# Exercise details
Below is a block of entries, which should be copied verbatim apart from the pictures.
Available data Start Marker
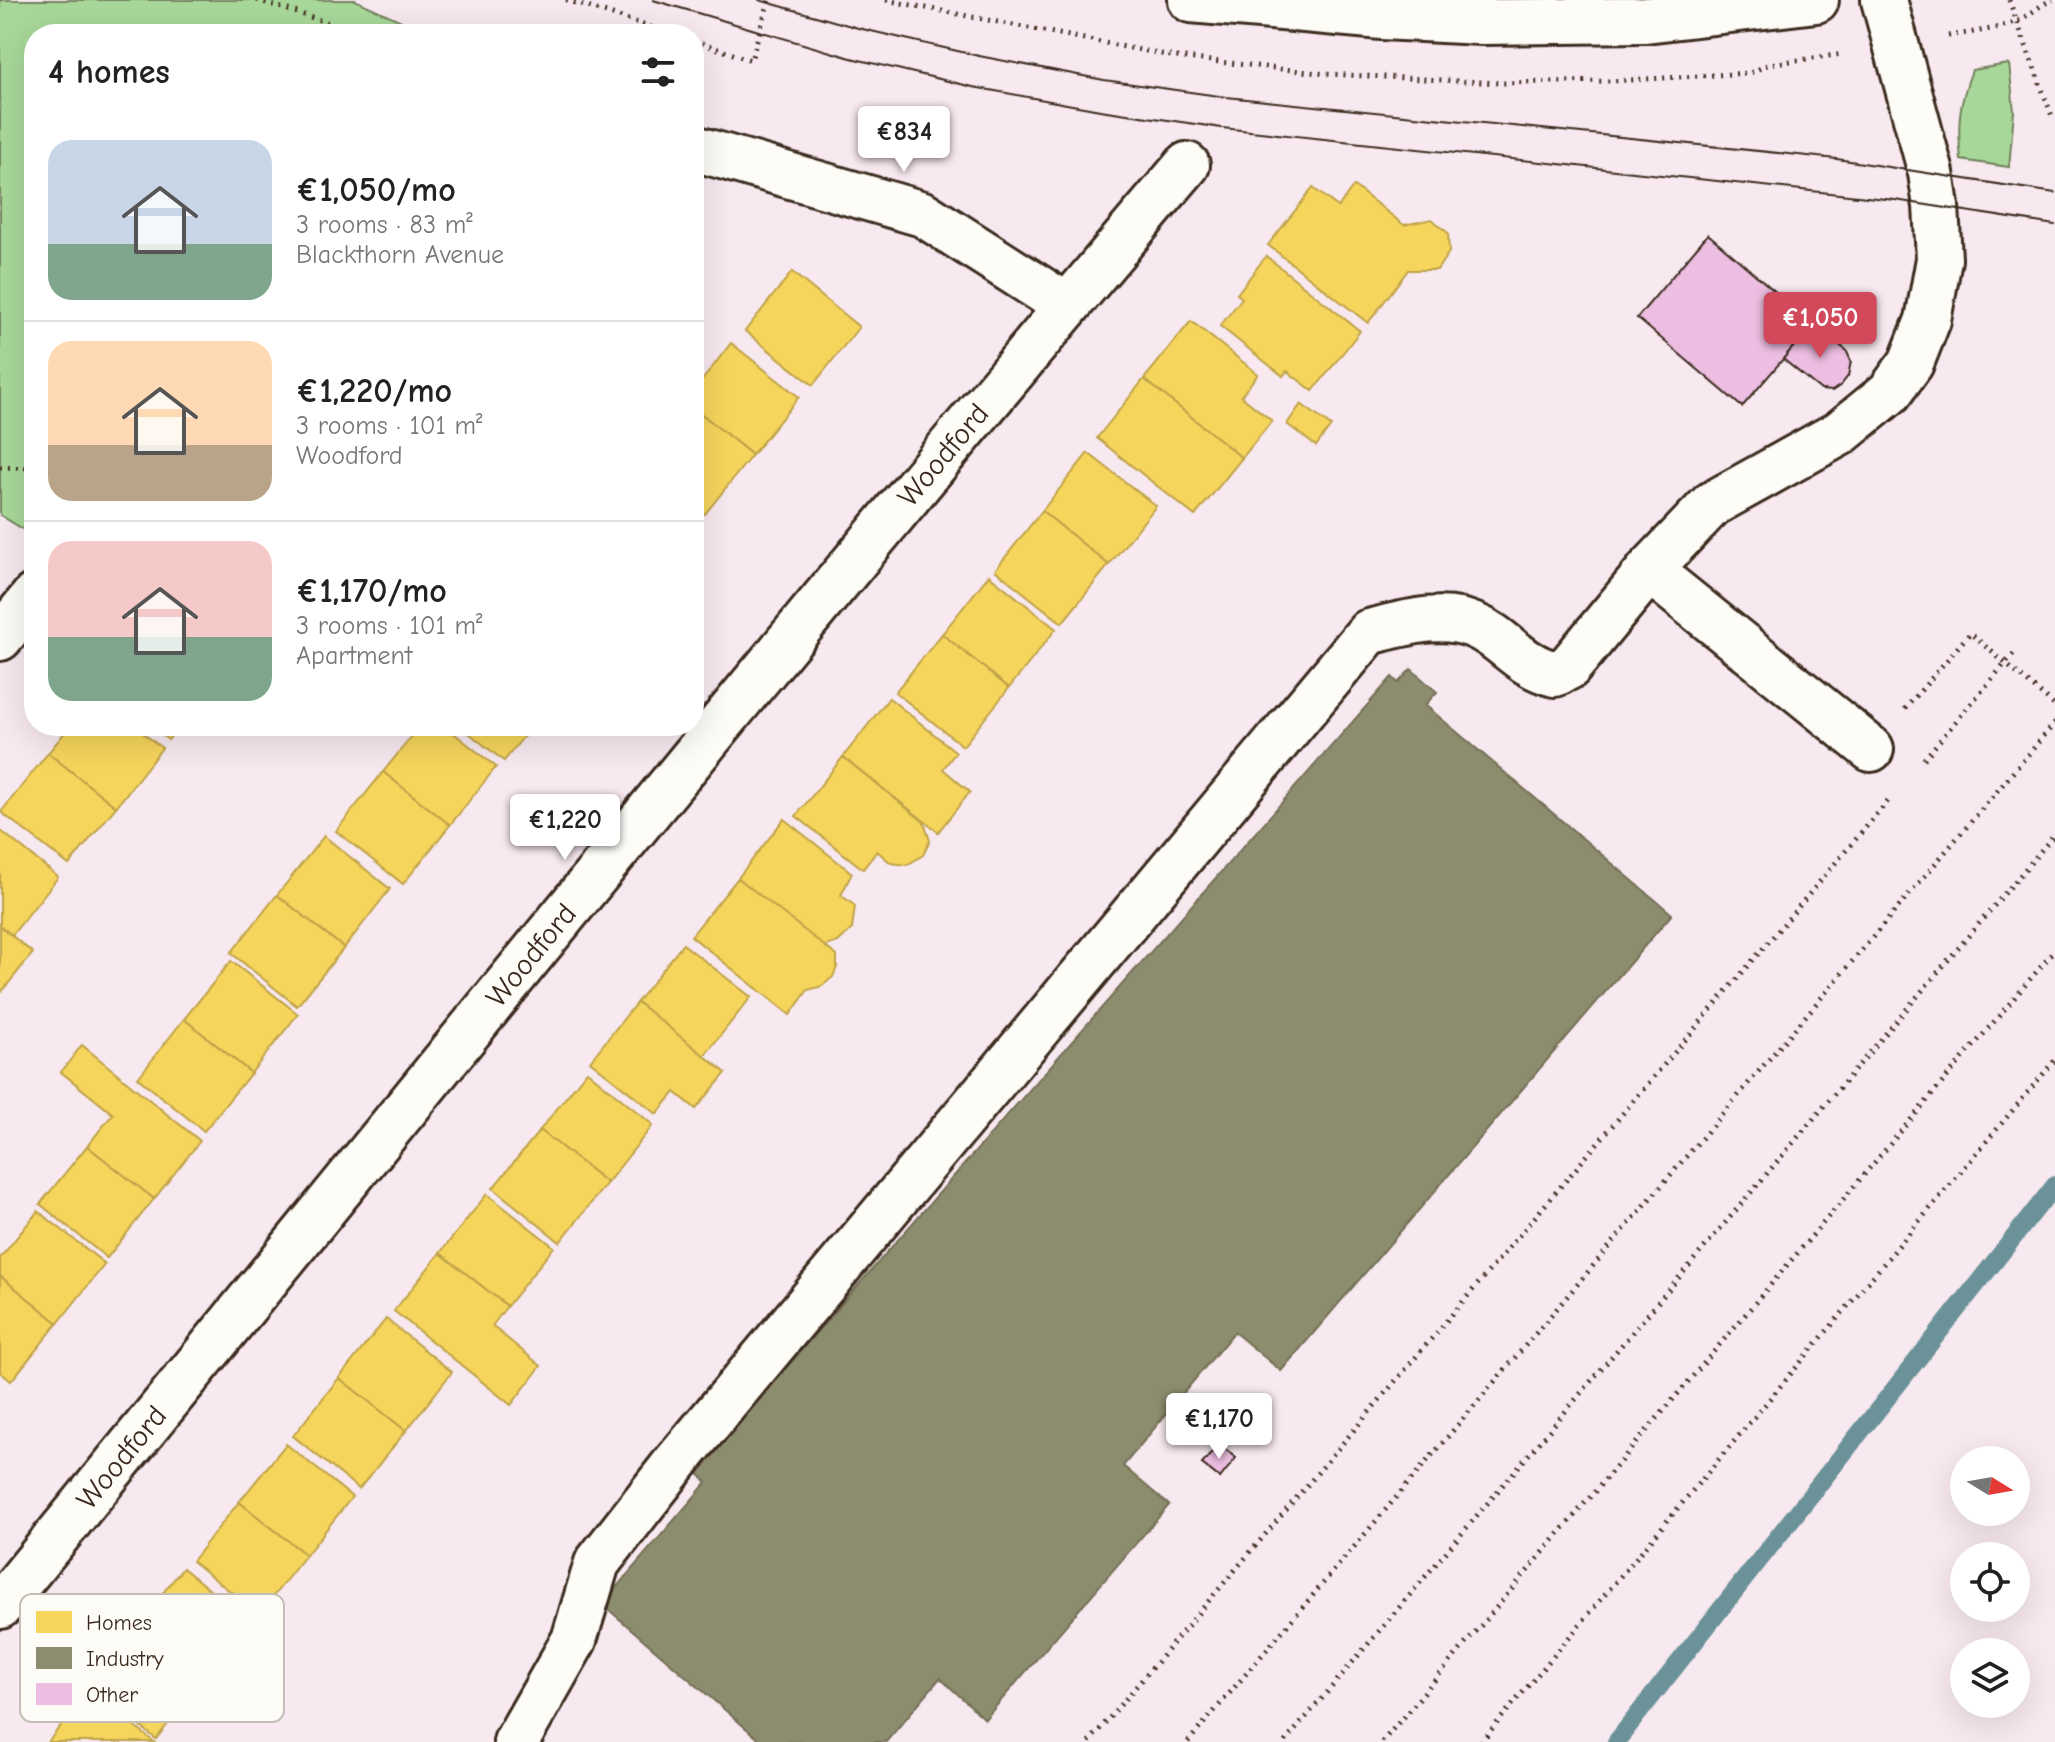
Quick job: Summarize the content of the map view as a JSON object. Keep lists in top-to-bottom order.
{
  "streets": {
    "street": ["Woodford"]
  },
  "legend": ["Homes", "Industry", "Other"],
  "north": "right",
  "page": {
    "heading": "4 homes",
    "price": [
      "€834",
      "€1,050",
      "€1,220",
      "€1,170"
    ],
    "list": [
      {
        "name": "€1,050/mo",
        "note": "3 rooms · 83 m² · Blackthorn Avenue"
      },
      {
        "name": "€1,220/mo",
        "note": "3 rooms · 101 m² · Woodford"
      },
      {
        "name": "€1,170/mo",
        "note": "3 rooms · 101 m² · Apartment"
      }
    ]
  }
}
Available data End Marker
# Written response
Quick job: Summarize the content of the map view as a JSON object. Keep lists in top-to-bottom order.
{
  "streets": {
    "street": ["Woodford"]
  },
  "legend": ["Homes", "Industry", "Other"],
  "north": "right",
  "page": {
    "heading": "4 homes",
    "price": [
      "€834",
      "€1,050",
      "€1,220",
      "€1,170"
    ],
    "list": [
      {
        "name": "€1,050/mo",
        "note": "3 rooms · 83 m² · Blackthorn Avenue"
      },
      {
        "name": "€1,220/mo",
        "note": "3 rooms · 101 m² · Woodford"
      },
      {
        "name": "€1,170/mo",
        "note": "3 rooms · 101 m² · Apartment"
      }
    ]
  }
}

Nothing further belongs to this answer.